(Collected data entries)

#####

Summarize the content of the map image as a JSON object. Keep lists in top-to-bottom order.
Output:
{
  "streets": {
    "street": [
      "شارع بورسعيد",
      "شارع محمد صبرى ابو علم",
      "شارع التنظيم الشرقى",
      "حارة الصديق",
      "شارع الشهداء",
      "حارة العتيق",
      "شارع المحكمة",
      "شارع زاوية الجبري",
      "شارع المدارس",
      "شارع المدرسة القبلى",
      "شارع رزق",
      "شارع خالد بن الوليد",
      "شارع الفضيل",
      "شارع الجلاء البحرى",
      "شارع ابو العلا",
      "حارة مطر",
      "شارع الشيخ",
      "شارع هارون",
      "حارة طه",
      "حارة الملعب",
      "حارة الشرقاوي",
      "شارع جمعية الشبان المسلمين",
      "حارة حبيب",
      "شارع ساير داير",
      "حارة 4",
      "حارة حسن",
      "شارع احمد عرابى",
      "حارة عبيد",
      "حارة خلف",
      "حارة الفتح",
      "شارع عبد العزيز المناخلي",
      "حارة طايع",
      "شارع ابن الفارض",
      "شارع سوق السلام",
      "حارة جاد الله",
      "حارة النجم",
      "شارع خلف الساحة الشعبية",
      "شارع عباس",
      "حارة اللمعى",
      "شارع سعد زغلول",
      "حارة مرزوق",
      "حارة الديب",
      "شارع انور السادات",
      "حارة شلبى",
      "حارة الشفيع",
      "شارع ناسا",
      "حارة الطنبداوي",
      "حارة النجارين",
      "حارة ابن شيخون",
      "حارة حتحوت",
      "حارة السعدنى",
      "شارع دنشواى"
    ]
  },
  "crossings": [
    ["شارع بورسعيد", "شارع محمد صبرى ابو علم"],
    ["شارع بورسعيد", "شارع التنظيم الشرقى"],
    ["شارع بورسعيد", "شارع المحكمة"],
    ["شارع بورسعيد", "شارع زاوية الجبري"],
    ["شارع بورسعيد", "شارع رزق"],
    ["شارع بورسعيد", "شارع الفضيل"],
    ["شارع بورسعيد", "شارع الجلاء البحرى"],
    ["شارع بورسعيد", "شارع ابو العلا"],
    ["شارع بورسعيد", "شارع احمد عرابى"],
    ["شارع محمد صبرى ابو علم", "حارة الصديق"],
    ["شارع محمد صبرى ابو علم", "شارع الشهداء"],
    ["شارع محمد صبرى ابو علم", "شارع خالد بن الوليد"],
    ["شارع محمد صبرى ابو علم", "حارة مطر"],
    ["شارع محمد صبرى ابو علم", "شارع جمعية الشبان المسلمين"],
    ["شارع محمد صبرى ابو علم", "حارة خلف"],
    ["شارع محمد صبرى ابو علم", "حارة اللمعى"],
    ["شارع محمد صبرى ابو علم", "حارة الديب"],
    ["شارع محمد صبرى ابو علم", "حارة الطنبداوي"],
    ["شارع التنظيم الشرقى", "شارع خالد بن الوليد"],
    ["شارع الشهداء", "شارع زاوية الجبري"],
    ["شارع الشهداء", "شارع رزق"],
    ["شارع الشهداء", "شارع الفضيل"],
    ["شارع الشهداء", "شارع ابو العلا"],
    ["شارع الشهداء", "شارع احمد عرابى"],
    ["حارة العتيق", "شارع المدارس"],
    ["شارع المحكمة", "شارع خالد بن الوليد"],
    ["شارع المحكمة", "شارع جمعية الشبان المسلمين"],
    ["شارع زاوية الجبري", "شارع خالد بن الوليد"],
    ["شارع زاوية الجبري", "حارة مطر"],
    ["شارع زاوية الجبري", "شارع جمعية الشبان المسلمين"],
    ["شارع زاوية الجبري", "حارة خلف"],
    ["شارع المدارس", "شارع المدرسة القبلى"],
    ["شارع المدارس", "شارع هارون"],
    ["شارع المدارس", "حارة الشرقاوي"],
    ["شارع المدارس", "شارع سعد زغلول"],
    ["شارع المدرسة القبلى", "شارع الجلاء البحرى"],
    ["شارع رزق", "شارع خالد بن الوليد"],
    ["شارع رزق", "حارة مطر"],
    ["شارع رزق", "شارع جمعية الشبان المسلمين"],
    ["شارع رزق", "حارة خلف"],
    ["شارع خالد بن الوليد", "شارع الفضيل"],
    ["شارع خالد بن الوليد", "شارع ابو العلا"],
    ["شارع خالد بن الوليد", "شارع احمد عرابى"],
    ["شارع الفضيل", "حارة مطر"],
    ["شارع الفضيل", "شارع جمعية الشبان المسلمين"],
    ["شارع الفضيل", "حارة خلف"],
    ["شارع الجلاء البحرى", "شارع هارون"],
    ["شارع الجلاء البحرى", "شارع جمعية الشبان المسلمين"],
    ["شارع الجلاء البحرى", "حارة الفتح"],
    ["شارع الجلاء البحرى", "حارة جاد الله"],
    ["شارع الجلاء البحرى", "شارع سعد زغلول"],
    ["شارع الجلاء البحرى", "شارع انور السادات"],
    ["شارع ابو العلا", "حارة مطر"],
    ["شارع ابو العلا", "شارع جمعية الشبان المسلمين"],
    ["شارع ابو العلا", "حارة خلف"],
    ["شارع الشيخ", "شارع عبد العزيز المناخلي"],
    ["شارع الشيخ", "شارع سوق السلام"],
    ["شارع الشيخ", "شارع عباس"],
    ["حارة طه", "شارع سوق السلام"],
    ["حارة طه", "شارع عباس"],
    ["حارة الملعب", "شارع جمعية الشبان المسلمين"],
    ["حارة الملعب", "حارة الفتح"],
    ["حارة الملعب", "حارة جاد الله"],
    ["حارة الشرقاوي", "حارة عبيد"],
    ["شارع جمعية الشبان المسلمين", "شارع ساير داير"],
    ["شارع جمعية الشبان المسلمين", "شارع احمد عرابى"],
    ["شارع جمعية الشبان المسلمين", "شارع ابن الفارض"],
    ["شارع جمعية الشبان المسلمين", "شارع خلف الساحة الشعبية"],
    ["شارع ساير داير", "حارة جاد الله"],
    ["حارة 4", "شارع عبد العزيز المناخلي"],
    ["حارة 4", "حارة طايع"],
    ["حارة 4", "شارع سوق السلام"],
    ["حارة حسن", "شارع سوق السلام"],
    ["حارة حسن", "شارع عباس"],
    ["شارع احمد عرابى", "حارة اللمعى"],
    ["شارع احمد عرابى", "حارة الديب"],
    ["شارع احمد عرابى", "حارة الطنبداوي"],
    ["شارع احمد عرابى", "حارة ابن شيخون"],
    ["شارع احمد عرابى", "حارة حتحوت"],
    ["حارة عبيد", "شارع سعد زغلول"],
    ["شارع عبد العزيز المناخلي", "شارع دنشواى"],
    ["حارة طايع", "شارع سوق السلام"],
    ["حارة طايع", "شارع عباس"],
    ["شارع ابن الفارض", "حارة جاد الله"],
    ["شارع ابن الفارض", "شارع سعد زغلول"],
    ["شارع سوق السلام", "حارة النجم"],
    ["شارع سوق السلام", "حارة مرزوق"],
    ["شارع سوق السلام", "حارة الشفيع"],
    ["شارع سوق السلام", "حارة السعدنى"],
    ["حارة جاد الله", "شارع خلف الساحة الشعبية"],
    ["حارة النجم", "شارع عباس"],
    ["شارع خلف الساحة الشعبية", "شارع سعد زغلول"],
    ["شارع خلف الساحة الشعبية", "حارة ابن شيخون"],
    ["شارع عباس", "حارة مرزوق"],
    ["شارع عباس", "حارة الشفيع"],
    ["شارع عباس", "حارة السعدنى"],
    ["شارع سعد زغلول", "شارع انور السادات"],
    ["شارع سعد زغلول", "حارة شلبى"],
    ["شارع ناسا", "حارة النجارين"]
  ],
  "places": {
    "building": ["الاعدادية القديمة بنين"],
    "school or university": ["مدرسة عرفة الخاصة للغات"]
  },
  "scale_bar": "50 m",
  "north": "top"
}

#####

• ABOUT THIS EXERCISE
The response should consist of every record above, reproduced exactly.

• EXPECTED ANSWER
Summarize the content of the map image as a JSON object. Keep lists in top-to-bottom order.
Output:
{
  "streets": {
    "street": [
      "شارع بورسعيد",
      "شارع محمد صبرى ابو علم",
      "شارع التنظيم الشرقى",
      "حارة الصديق",
      "شارع الشهداء",
      "حارة العتيق",
      "شارع المحكمة",
      "شارع زاوية الجبري",
      "شارع المدارس",
      "شارع المدرسة القبلى",
      "شارع رزق",
      "شارع خالد بن الوليد",
      "شارع الفضيل",
      "شارع الجلاء البحرى",
      "شارع ابو العلا",
      "حارة مطر",
      "شارع الشيخ",
      "شارع هارون",
      "حارة طه",
      "حارة الملعب",
      "حارة الشرقاوي",
      "شارع جمعية الشبان المسلمين",
      "حارة حبيب",
      "شارع ساير داير",
      "حارة 4",
      "حارة حسن",
      "شارع احمد عرابى",
      "حارة عبيد",
      "حارة خلف",
      "حارة الفتح",
      "شارع عبد العزيز المناخلي",
      "حارة طايع",
      "شارع ابن الفارض",
      "شارع سوق السلام",
      "حارة جاد الله",
      "حارة النجم",
      "شارع خلف الساحة الشعبية",
      "شارع عباس",
      "حارة اللمعى",
      "شارع سعد زغلول",
      "حارة مرزوق",
      "حارة الديب",
      "شارع انور السادات",
      "حارة شلبى",
      "حارة الشفيع",
      "شارع ناسا",
      "حارة الطنبداوي",
      "حارة النجارين",
      "حارة ابن شيخون",
      "حارة حتحوت",
      "حارة السعدنى",
      "شارع دنشواى"
    ]
  },
  "crossings": [
    ["شارع بورسعيد", "شارع محمد صبرى ابو علم"],
    ["شارع بورسعيد", "شارع التنظيم الشرقى"],
    ["شارع بورسعيد", "شارع المحكمة"],
    ["شارع بورسعيد", "شارع زاوية الجبري"],
    ["شارع بورسعيد", "شارع رزق"],
    ["شارع بورسعيد", "شارع الفضيل"],
    ["شارع بورسعيد", "شارع الجلاء البحرى"],
    ["شارع بورسعيد", "شارع ابو العلا"],
    ["شارع بورسعيد", "شارع احمد عرابى"],
    ["شارع محمد صبرى ابو علم", "حارة الصديق"],
    ["شارع محمد صبرى ابو علم", "شارع الشهداء"],
    ["شارع محمد صبرى ابو علم", "شارع خالد بن الوليد"],
    ["شارع محمد صبرى ابو علم", "حارة مطر"],
    ["شارع محمد صبرى ابو علم", "شارع جمعية الشبان المسلمين"],
    ["شارع محمد صبرى ابو علم", "حارة خلف"],
    ["شارع محمد صبرى ابو علم", "حارة اللمعى"],
    ["شارع محمد صبرى ابو علم", "حارة الديب"],
    ["شارع محمد صبرى ابو علم", "حارة الطنبداوي"],
    ["شارع التنظيم الشرقى", "شارع خالد بن الوليد"],
    ["شارع الشهداء", "شارع زاوية الجبري"],
    ["شارع الشهداء", "شارع رزق"],
    ["شارع الشهداء", "شارع الفضيل"],
    ["شارع الشهداء", "شارع ابو العلا"],
    ["شارع الشهداء", "شارع احمد عرابى"],
    ["حارة العتيق", "شارع المدارس"],
    ["شارع المحكمة", "شارع خالد بن الوليد"],
    ["شارع المحكمة", "شارع جمعية الشبان المسلمين"],
    ["شارع زاوية الجبري", "شارع خالد بن الوليد"],
    ["شارع زاوية الجبري", "حارة مطر"],
    ["شارع زاوية الجبري", "شارع جمعية الشبان المسلمين"],
    ["شارع زاوية الجبري", "حارة خلف"],
    ["شارع المدارس", "شارع المدرسة القبلى"],
    ["شارع المدارس", "شارع هارون"],
    ["شارع المدارس", "حارة الشرقاوي"],
    ["شارع المدارس", "شارع سعد زغلول"],
    ["شارع المدرسة القبلى", "شارع الجلاء البحرى"],
    ["شارع رزق", "شارع خالد بن الوليد"],
    ["شارع رزق", "حارة مطر"],
    ["شارع رزق", "شارع جمعية الشبان المسلمين"],
    ["شارع رزق", "حارة خلف"],
    ["شارع خالد بن الوليد", "شارع الفضيل"],
    ["شارع خالد بن الوليد", "شارع ابو العلا"],
    ["شارع خالد بن الوليد", "شارع احمد عرابى"],
    ["شارع الفضيل", "حارة مطر"],
    ["شارع الفضيل", "شارع جمعية الشبان المسلمين"],
    ["شارع الفضيل", "حارة خلف"],
    ["شارع الجلاء البحرى", "شارع هارون"],
    ["شارع الجلاء البحرى", "شارع جمعية الشبان المسلمين"],
    ["شارع الجلاء البحرى", "حارة الفتح"],
    ["شارع الجلاء البحرى", "حارة جاد الله"],
    ["شارع الجلاء البحرى", "شارع سعد زغلول"],
    ["شارع الجلاء البحرى", "شارع انور السادات"],
    ["شارع ابو العلا", "حارة مطر"],
    ["شارع ابو العلا", "شارع جمعية الشبان المسلمين"],
    ["شارع ابو العلا", "حارة خلف"],
    ["شارع الشيخ", "شارع عبد العزيز المناخلي"],
    ["شارع الشيخ", "شارع سوق السلام"],
    ["شارع الشيخ", "شارع عباس"],
    ["حارة طه", "شارع سوق السلام"],
    ["حارة طه", "شارع عباس"],
    ["حارة الملعب", "شارع جمعية الشبان المسلمين"],
    ["حارة الملعب", "حارة الفتح"],
    ["حارة الملعب", "حارة جاد الله"],
    ["حارة الشرقاوي", "حارة عبيد"],
    ["شارع جمعية الشبان المسلمين", "شارع ساير داير"],
    ["شارع جمعية الشبان المسلمين", "شارع احمد عرابى"],
    ["شارع جمعية الشبان المسلمين", "شارع ابن الفارض"],
    ["شارع جمعية الشبان المسلمين", "شارع خلف الساحة الشعبية"],
    ["شارع ساير داير", "حارة جاد الله"],
    ["حارة 4", "شارع عبد العزيز المناخلي"],
    ["حارة 4", "حارة طايع"],
    ["حارة 4", "شارع سوق السلام"],
    ["حارة حسن", "شارع سوق السلام"],
    ["حارة حسن", "شارع عباس"],
    ["شارع احمد عرابى", "حارة اللمعى"],
    ["شارع احمد عرابى", "حارة الديب"],
    ["شارع احمد عرابى", "حارة الطنبداوي"],
    ["شارع احمد عرابى", "حارة ابن شيخون"],
    ["شارع احمد عرابى", "حارة حتحوت"],
    ["حارة عبيد", "شارع سعد زغلول"],
    ["شارع عبد العزيز المناخلي", "شارع دنشواى"],
    ["حارة طايع", "شارع سوق السلام"],
    ["حارة طايع", "شارع عباس"],
    ["شارع ابن الفارض", "حارة جاد الله"],
    ["شارع ابن الفارض", "شارع سعد زغلول"],
    ["شارع سوق السلام", "حارة النجم"],
    ["شارع سوق السلام", "حارة مرزوق"],
    ["شارع سوق السلام", "حارة الشفيع"],
    ["شارع سوق السلام", "حارة السعدنى"],
    ["حارة جاد الله", "شارع خلف الساحة الشعبية"],
    ["حارة النجم", "شارع عباس"],
    ["شارع خلف الساحة الشعبية", "شارع سعد زغلول"],
    ["شارع خلف الساحة الشعبية", "حارة ابن شيخون"],
    ["شارع عباس", "حارة مرزوق"],
    ["شارع عباس", "حارة الشفيع"],
    ["شارع عباس", "حارة السعدنى"],
    ["شارع سعد زغلول", "شارع انور السادات"],
    ["شارع سعد زغلول", "حارة شلبى"],
    ["شارع ناسا", "حارة النجارين"]
  ],
  "places": {
    "building": ["الاعدادية القديمة بنين"],
    "school or university": ["مدرسة عرفة الخاصة للغات"]
  },
  "scale_bar": "50 m",
  "north": "top"
}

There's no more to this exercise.